Source data START
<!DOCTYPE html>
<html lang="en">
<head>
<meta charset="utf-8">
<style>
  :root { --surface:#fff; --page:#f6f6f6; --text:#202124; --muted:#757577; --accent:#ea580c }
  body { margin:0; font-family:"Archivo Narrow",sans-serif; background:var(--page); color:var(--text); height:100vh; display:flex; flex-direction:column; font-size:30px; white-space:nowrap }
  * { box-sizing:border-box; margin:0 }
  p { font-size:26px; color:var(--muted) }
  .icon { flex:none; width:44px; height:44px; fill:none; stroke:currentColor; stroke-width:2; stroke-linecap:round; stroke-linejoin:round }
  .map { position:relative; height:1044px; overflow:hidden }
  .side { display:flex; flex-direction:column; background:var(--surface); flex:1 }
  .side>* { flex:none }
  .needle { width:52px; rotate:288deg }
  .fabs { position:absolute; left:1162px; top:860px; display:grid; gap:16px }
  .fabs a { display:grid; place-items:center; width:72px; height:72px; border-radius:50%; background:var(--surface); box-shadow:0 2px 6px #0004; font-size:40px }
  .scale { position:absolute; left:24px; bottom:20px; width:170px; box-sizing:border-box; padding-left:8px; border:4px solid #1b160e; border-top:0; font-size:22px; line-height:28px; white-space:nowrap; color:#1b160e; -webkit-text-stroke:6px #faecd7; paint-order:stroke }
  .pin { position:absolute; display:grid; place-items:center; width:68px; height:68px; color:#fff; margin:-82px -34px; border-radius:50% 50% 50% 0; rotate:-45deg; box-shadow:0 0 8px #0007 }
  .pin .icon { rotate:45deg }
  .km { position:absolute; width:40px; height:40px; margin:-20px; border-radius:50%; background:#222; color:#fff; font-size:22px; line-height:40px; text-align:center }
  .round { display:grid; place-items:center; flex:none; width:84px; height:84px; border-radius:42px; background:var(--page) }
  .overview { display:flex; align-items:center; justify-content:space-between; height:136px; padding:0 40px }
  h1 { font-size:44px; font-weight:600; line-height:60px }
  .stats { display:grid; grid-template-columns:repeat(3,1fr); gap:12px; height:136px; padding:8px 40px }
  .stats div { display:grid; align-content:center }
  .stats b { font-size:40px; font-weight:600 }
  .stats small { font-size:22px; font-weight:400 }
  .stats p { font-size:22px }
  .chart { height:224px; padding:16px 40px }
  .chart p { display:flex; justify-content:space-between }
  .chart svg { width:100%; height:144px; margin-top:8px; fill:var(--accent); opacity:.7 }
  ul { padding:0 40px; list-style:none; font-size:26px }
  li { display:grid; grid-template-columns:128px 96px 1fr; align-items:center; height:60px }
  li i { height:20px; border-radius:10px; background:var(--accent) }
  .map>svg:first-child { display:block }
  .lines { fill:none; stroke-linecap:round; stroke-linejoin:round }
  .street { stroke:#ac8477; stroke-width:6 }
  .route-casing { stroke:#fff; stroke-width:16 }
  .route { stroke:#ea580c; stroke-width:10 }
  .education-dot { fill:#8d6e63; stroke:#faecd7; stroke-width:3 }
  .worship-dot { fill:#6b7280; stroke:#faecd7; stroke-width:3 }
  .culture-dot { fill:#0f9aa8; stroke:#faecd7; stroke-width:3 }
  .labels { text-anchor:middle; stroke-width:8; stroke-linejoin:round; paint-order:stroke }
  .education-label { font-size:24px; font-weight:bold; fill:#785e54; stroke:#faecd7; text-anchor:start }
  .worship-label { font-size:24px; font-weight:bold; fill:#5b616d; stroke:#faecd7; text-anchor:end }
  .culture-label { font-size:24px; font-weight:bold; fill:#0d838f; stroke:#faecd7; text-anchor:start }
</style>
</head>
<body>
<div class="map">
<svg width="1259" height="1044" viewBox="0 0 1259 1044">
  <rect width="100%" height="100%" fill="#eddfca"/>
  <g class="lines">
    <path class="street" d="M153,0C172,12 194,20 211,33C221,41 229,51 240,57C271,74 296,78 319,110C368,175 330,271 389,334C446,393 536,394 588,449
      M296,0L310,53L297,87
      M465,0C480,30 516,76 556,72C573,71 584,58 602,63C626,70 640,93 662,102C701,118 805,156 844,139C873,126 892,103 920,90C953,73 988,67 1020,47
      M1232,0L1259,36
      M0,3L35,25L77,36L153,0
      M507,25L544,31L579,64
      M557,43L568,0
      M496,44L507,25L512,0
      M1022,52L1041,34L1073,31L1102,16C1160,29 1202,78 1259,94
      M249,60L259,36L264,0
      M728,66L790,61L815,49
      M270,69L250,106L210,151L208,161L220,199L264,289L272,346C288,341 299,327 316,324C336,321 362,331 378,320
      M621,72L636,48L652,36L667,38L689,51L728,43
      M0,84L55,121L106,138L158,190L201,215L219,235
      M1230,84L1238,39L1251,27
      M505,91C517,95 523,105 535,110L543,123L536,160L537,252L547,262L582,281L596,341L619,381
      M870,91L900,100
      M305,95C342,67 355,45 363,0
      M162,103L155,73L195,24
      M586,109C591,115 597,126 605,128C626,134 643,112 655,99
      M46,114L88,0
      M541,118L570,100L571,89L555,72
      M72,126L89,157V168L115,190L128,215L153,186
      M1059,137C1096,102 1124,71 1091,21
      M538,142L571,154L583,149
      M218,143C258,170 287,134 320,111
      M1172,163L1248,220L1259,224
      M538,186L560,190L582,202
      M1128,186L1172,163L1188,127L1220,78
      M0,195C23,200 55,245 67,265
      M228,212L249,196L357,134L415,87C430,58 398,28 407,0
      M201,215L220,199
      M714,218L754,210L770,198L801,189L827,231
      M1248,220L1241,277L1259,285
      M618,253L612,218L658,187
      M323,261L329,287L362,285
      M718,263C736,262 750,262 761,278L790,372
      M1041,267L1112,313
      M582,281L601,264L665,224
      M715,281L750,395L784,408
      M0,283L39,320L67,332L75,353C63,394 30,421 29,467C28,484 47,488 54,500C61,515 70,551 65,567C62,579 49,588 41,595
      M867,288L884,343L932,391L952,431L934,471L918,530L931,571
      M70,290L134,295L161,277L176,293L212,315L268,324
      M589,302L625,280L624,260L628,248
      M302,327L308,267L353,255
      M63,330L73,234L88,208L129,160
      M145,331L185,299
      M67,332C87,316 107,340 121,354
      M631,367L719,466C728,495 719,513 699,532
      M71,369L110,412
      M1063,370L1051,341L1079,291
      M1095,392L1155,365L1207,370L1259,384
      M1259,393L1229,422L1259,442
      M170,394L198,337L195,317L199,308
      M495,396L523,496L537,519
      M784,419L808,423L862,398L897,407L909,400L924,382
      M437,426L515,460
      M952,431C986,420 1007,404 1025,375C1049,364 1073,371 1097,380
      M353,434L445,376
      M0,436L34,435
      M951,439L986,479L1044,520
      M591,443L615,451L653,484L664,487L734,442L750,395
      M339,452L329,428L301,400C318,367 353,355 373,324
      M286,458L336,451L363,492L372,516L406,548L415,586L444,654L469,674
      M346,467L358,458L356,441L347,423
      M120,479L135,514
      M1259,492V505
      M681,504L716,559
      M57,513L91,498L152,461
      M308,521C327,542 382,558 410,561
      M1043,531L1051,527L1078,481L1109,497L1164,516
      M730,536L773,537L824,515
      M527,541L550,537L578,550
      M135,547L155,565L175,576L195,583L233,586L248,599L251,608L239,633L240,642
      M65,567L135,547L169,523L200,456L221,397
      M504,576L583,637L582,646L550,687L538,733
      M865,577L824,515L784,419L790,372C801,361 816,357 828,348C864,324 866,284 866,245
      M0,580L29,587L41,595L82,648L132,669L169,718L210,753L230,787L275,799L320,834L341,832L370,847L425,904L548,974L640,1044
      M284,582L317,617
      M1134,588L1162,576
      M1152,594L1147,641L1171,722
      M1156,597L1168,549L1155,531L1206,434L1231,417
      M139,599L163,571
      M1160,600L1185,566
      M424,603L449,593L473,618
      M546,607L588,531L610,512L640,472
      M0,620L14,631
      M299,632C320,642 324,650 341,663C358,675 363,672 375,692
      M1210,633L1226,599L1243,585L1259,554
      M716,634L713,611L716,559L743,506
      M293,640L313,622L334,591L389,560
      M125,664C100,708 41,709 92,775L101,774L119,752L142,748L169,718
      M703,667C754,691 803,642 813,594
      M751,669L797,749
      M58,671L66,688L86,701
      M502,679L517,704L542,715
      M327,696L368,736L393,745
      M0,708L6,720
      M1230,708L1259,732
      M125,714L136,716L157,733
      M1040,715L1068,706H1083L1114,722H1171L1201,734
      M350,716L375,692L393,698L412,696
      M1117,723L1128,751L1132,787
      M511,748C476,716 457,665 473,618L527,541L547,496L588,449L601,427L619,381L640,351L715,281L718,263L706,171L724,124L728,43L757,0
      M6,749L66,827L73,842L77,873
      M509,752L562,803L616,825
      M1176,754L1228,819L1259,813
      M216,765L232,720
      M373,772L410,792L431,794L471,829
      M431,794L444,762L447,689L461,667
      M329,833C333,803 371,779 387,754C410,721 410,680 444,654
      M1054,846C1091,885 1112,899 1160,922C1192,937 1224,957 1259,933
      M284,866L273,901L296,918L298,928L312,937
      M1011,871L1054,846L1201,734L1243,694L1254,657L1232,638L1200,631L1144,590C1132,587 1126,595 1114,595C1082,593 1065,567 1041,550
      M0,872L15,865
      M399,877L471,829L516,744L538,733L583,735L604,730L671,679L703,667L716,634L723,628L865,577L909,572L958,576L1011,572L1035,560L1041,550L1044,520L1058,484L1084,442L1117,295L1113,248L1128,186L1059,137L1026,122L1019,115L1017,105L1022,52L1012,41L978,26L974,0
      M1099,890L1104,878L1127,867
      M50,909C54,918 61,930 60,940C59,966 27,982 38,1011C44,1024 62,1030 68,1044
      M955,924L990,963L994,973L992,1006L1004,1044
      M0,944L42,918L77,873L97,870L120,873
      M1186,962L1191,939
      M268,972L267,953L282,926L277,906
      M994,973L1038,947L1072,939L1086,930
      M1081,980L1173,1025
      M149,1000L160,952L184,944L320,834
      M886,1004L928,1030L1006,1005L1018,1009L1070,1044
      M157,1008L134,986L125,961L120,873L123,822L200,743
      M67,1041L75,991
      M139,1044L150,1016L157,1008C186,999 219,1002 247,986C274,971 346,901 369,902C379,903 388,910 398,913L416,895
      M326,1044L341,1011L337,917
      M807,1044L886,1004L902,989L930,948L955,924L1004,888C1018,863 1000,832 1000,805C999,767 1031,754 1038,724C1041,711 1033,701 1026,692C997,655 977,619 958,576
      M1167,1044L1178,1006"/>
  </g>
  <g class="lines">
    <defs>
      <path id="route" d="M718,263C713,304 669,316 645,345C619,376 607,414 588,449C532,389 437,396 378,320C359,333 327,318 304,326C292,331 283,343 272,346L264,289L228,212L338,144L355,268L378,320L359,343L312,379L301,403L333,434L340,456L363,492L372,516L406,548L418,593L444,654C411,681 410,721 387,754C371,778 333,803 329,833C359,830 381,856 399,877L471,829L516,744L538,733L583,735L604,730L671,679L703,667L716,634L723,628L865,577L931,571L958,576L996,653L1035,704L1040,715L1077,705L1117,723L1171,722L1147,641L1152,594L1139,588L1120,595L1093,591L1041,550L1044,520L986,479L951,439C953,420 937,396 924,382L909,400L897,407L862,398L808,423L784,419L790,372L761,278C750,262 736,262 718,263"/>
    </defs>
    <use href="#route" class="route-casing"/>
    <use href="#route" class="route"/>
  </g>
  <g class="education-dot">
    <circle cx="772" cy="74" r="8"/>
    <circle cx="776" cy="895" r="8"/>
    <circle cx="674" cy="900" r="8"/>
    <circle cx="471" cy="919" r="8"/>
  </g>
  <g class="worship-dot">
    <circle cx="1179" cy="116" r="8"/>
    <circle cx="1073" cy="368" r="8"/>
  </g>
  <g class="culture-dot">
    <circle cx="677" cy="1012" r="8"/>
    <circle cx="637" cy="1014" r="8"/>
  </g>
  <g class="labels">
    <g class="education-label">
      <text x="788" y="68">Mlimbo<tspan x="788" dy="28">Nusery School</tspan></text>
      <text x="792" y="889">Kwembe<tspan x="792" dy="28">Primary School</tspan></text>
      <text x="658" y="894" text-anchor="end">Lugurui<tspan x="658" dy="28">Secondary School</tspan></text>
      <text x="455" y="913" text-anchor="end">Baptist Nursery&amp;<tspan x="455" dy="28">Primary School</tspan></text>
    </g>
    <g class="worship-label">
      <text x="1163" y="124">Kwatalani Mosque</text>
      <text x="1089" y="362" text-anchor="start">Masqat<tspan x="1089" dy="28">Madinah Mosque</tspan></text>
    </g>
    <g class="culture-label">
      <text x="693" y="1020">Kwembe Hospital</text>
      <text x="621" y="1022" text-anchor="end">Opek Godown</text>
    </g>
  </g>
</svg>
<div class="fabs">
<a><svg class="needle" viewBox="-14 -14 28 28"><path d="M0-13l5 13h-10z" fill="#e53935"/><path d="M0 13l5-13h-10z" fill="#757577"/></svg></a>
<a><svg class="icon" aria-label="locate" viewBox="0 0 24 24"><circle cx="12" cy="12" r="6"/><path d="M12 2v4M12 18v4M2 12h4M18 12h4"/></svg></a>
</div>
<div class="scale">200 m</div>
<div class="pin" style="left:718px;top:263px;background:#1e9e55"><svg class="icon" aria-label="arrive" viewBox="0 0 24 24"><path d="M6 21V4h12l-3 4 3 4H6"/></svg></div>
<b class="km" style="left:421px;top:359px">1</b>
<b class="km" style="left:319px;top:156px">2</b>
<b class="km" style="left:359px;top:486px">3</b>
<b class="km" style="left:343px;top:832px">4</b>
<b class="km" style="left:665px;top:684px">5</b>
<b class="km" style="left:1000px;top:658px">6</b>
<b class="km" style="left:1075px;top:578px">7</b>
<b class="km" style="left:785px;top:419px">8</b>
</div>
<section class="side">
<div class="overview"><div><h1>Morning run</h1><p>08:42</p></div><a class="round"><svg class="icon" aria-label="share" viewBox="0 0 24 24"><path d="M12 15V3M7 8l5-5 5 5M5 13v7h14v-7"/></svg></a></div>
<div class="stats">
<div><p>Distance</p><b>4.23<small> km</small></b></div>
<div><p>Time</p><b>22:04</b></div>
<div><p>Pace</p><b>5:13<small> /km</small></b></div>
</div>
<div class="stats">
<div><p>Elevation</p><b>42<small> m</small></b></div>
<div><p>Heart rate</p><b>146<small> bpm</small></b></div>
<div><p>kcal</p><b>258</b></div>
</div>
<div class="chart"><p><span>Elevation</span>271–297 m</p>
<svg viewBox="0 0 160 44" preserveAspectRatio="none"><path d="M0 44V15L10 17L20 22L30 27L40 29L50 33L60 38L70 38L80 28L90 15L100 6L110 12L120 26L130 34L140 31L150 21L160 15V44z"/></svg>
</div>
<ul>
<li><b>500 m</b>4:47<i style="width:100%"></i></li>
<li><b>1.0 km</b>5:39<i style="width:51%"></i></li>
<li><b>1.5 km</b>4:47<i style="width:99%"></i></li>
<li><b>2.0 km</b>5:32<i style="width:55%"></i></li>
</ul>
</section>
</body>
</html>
Source data END
Exercise instructions ->
Among the lines above, find each one containing the string "body" and copy it.

Answer section ->
  body { margin:0; font-family:"Archivo Narrow",sans-serif; background:var(--page); color:var(--text); height:100vh; display:flex; flex-direction:column; font-size:30px; white-space:nowrap }
<body>
</body>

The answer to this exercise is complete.